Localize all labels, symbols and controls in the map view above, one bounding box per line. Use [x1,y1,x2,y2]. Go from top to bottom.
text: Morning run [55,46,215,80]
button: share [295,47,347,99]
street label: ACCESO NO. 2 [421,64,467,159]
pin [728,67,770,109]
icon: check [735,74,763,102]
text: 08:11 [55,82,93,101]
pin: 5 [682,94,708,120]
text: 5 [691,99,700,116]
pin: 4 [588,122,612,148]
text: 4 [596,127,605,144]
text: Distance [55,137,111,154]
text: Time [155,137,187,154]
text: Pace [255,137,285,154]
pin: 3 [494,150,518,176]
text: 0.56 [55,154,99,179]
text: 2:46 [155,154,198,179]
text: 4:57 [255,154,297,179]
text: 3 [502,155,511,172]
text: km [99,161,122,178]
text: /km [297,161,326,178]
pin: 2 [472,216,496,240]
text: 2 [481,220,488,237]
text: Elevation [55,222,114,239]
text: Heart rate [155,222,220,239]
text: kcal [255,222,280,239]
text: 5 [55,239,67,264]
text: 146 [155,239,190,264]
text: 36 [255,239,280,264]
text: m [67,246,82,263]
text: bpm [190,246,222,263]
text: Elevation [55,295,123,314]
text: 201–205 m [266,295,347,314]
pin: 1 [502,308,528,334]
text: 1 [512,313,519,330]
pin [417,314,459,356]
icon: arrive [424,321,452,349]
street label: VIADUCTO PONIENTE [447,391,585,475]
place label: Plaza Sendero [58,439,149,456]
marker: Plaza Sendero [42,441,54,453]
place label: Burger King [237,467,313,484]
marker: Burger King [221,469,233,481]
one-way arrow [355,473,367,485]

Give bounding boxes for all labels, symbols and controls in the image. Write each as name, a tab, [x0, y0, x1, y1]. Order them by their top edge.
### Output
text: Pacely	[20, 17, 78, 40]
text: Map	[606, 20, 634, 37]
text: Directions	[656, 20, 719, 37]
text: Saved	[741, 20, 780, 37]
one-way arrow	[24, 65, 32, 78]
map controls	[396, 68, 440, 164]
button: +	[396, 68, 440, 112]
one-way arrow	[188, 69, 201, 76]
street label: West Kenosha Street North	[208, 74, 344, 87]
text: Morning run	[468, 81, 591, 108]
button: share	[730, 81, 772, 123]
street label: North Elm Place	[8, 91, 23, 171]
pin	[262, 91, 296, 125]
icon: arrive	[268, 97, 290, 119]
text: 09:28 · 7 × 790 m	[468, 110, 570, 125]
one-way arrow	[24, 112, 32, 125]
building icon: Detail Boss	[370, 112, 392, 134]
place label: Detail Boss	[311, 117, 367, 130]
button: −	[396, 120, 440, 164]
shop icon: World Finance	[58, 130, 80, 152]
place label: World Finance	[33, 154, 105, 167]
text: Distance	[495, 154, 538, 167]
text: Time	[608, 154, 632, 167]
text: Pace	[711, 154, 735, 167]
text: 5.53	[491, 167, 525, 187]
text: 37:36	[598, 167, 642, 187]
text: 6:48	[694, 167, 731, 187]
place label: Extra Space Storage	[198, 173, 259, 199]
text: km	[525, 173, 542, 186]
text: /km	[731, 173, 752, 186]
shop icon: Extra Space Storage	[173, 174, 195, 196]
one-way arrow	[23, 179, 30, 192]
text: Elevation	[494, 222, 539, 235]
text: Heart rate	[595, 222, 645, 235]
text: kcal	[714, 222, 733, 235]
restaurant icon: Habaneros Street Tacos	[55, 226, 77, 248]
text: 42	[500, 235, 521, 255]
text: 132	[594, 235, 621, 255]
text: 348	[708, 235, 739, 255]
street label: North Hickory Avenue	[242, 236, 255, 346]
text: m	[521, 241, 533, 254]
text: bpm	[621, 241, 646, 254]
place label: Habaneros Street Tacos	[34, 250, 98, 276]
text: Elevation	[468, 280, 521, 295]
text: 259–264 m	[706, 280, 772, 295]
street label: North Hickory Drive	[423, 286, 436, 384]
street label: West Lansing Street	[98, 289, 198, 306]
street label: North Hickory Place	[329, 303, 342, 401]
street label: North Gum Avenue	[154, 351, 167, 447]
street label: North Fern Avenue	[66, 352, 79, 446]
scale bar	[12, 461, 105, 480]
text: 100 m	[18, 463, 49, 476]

=-=-=-=-=

**Task:** Report each line of the entries where the word "bounding" occurs.

**Finished task:**
Localize all labels, symbols and controls in the map view above, one bounding box per line. Use [x1,y1,x2,y2]. Go from top to bottom.
Give bounding boxes for all labels, symbols and controls in the image. Write each as name, a tab, [x0, y0, x1, y1]. Order them by their top edge.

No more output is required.